- _Your goal_:
Check every line of the material for the word "nowrap". Copy those that have it.
==============================
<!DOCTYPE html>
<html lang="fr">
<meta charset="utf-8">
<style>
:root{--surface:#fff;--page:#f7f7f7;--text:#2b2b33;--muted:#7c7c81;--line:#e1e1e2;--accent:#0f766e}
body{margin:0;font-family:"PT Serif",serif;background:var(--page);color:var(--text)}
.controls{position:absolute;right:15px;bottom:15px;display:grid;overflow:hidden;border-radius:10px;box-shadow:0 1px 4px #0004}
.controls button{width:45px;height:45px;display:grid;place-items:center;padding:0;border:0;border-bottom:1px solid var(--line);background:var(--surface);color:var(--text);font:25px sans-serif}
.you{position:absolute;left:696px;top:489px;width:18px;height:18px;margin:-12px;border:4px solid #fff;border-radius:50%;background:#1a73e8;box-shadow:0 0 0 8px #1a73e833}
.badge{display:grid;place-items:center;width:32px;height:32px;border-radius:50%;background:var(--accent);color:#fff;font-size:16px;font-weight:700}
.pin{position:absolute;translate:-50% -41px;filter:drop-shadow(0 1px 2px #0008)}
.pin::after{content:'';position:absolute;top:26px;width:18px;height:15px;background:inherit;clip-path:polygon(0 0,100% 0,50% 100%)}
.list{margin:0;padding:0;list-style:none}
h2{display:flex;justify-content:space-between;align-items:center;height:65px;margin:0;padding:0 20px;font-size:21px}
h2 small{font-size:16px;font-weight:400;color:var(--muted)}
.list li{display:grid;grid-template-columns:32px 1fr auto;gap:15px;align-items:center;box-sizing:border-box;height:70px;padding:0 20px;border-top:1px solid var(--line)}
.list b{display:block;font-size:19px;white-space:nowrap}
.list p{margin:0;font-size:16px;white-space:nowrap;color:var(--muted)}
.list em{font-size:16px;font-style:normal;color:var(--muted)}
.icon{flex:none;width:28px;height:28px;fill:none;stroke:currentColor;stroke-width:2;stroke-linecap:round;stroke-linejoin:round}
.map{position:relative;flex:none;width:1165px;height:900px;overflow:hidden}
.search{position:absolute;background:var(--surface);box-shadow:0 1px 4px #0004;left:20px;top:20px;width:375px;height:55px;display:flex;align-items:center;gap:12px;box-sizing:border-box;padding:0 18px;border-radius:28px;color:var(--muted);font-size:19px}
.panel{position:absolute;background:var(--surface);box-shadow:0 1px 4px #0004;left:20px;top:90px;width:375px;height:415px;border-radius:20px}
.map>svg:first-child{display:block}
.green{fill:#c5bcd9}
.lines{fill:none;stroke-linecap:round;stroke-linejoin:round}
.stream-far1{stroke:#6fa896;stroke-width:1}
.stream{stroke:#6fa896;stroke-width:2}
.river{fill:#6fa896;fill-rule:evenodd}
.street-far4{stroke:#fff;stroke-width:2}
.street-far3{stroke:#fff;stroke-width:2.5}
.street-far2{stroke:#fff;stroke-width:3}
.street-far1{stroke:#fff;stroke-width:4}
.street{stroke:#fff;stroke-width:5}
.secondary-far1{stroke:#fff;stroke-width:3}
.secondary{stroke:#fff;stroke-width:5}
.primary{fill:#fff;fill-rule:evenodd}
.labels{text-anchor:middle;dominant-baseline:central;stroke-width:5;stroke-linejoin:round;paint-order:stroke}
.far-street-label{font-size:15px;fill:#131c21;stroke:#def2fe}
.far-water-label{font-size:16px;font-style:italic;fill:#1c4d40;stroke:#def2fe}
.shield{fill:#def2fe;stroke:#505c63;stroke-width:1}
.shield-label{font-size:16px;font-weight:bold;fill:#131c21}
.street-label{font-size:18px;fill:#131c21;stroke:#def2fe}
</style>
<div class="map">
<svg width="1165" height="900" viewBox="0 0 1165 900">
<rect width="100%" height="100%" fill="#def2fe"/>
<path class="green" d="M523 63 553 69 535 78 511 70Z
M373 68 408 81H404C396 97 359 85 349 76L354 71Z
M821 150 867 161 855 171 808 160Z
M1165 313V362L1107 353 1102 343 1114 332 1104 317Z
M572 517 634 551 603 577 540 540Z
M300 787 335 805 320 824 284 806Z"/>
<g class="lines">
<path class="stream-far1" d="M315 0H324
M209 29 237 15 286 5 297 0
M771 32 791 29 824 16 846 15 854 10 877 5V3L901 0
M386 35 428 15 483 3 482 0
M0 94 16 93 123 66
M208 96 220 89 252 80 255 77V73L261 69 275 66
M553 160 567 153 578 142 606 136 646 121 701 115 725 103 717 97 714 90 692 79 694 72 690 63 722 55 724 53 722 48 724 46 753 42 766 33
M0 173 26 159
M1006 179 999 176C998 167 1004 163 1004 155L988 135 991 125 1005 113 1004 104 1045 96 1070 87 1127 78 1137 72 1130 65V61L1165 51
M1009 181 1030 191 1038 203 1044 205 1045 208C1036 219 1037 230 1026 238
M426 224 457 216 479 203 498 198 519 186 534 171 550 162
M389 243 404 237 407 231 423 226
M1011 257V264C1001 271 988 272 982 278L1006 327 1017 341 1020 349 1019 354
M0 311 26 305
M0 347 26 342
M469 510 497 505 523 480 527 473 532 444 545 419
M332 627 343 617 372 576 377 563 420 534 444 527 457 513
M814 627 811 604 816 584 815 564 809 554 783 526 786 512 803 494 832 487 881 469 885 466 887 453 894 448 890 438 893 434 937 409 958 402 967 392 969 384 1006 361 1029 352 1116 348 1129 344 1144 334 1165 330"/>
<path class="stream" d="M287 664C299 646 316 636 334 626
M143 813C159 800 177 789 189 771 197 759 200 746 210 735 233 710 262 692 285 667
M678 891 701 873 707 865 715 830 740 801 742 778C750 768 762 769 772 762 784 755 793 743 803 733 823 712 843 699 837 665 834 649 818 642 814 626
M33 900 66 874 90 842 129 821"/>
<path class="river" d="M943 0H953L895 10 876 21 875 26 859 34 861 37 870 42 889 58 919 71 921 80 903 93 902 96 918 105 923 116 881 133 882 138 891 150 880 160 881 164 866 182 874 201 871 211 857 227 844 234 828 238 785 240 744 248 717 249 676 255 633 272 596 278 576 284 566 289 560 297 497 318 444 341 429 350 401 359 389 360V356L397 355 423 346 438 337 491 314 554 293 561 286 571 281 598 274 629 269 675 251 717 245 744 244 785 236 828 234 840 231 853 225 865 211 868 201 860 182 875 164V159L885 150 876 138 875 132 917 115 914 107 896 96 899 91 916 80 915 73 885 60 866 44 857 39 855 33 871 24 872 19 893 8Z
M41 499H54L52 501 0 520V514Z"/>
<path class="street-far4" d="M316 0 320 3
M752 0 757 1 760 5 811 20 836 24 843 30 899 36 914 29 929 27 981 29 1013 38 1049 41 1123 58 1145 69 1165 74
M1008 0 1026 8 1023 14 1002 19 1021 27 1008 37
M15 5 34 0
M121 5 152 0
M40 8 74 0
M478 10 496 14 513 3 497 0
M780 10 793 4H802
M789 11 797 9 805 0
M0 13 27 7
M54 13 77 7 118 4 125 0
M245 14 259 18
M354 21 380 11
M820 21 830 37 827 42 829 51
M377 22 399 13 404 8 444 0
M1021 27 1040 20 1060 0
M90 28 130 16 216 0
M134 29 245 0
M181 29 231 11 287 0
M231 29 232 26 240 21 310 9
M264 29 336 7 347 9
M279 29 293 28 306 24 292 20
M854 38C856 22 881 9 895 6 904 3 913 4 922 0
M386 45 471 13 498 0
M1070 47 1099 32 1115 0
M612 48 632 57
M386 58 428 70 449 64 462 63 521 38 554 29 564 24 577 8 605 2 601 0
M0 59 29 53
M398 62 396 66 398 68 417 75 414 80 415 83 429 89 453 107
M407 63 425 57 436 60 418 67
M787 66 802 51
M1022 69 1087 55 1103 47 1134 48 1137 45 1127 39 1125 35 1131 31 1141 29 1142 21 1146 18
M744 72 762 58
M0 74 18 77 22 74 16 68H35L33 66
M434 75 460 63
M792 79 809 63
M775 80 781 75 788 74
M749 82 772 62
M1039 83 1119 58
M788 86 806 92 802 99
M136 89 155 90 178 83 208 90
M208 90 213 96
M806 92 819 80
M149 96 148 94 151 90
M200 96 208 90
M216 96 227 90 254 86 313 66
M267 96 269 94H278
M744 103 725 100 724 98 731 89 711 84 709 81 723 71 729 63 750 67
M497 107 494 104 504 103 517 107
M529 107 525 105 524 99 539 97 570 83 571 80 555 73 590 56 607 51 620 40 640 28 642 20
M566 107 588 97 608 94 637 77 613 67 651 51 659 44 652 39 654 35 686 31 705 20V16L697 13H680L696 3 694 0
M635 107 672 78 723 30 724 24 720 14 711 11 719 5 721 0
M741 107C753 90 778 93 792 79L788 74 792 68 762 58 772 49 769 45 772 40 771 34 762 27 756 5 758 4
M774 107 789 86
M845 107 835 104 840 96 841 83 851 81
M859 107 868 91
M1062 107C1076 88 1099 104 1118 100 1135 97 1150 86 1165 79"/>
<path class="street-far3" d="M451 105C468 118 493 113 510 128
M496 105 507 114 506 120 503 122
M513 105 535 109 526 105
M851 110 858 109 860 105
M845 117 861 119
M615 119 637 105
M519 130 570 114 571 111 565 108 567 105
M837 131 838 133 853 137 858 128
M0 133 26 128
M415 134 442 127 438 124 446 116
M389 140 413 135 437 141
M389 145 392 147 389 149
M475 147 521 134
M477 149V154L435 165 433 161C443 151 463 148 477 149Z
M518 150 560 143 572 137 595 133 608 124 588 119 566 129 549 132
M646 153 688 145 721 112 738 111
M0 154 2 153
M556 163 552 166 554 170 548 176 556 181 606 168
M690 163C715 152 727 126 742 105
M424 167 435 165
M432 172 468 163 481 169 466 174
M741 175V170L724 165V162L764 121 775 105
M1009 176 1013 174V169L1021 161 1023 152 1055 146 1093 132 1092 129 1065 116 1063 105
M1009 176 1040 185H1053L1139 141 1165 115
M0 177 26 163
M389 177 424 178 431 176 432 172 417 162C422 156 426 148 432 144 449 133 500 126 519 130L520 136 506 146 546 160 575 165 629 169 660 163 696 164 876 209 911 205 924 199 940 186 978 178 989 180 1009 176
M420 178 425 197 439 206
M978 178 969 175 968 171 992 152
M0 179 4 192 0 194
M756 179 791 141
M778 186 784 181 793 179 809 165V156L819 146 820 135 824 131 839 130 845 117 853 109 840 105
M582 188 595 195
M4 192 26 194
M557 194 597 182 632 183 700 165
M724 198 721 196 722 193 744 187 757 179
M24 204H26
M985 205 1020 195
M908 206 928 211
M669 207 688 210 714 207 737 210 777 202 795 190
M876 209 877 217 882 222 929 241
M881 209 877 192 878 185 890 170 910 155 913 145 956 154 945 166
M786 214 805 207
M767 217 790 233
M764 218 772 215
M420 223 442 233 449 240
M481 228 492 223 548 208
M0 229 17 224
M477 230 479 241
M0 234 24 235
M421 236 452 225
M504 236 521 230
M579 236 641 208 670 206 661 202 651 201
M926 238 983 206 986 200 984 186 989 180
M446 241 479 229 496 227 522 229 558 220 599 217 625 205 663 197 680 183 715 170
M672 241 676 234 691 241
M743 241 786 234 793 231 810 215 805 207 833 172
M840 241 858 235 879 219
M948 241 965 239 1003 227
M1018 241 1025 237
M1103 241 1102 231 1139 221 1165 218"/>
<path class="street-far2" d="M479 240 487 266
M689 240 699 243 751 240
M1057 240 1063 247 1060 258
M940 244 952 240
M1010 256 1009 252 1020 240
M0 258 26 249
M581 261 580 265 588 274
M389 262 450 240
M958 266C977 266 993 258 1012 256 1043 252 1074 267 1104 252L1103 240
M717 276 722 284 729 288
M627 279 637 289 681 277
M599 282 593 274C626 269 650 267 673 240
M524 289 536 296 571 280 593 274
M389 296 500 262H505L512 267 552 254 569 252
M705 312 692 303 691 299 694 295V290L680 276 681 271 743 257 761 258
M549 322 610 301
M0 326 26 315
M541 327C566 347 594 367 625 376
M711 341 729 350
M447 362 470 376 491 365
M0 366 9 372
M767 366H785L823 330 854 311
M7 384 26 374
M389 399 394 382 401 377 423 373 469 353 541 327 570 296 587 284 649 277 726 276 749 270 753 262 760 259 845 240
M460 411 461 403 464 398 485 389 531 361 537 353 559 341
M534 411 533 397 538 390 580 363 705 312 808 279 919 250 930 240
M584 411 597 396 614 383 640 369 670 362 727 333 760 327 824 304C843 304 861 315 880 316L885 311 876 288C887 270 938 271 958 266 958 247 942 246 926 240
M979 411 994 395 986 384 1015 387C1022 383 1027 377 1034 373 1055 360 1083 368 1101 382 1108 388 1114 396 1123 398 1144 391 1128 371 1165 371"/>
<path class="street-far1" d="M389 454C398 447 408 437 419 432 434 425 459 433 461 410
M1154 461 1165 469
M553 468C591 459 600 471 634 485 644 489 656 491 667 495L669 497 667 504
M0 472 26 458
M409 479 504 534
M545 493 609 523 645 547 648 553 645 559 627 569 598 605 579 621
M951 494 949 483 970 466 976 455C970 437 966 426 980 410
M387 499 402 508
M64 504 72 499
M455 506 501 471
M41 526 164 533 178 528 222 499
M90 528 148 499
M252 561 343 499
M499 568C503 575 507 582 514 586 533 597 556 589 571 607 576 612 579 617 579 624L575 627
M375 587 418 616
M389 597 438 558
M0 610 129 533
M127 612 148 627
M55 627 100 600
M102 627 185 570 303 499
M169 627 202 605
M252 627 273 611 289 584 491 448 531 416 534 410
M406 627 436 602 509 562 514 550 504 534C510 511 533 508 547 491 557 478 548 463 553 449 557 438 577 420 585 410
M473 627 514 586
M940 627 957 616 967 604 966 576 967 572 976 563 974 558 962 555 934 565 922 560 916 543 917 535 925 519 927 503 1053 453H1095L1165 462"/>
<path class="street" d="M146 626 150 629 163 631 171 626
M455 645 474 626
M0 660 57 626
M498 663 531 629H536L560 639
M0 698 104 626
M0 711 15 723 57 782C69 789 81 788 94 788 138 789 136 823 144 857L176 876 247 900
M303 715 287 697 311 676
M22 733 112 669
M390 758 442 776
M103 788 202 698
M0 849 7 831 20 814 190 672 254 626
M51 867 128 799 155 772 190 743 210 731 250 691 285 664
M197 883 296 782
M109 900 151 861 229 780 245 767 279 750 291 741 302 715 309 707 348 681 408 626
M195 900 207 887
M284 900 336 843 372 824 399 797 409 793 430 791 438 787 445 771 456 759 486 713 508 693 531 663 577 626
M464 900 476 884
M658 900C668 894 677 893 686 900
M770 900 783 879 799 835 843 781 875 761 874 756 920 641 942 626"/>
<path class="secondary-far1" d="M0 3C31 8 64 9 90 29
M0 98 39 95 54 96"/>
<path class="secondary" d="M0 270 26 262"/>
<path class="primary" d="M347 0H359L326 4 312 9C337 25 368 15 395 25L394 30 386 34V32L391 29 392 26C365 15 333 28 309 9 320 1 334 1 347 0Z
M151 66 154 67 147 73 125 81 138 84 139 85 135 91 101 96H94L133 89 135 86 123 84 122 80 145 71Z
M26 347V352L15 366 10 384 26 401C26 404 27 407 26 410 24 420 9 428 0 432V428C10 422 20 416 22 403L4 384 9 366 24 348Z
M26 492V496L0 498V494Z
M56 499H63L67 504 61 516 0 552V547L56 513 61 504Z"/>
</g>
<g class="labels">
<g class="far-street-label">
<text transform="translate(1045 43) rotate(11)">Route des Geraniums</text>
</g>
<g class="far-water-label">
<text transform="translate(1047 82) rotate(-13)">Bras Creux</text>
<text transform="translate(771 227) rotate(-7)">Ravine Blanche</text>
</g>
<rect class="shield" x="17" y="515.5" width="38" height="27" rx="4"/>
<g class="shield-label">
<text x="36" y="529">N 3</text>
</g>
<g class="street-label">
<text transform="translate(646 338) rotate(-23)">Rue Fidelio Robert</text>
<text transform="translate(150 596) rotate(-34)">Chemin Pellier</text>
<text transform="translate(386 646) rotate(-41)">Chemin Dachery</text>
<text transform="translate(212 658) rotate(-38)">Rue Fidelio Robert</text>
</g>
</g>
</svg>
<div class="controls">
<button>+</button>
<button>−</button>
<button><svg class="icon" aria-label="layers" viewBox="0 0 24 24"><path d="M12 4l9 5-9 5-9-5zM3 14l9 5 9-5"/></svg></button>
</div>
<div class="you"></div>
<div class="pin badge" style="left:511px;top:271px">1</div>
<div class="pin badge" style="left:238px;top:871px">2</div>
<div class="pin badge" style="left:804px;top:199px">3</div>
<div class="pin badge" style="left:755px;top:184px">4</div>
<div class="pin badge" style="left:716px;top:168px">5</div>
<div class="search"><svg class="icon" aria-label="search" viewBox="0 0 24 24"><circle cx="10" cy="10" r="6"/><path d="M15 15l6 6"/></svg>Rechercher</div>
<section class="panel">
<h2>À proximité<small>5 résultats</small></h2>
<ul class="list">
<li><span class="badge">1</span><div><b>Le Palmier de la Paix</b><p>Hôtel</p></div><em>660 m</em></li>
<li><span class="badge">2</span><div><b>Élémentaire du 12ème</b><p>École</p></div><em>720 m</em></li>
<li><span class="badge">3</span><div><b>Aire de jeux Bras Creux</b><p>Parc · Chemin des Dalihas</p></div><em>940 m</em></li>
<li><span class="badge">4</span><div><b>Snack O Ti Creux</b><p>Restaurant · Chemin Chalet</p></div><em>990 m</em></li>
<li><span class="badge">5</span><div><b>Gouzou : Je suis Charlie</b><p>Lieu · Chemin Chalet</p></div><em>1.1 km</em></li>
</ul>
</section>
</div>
==============================
- _Exercise response_:
.list b{display:block;font-size:19px;white-space:nowrap}
.list p{margin:0;font-size:16px;white-space:nowrap;color:var(--muted)}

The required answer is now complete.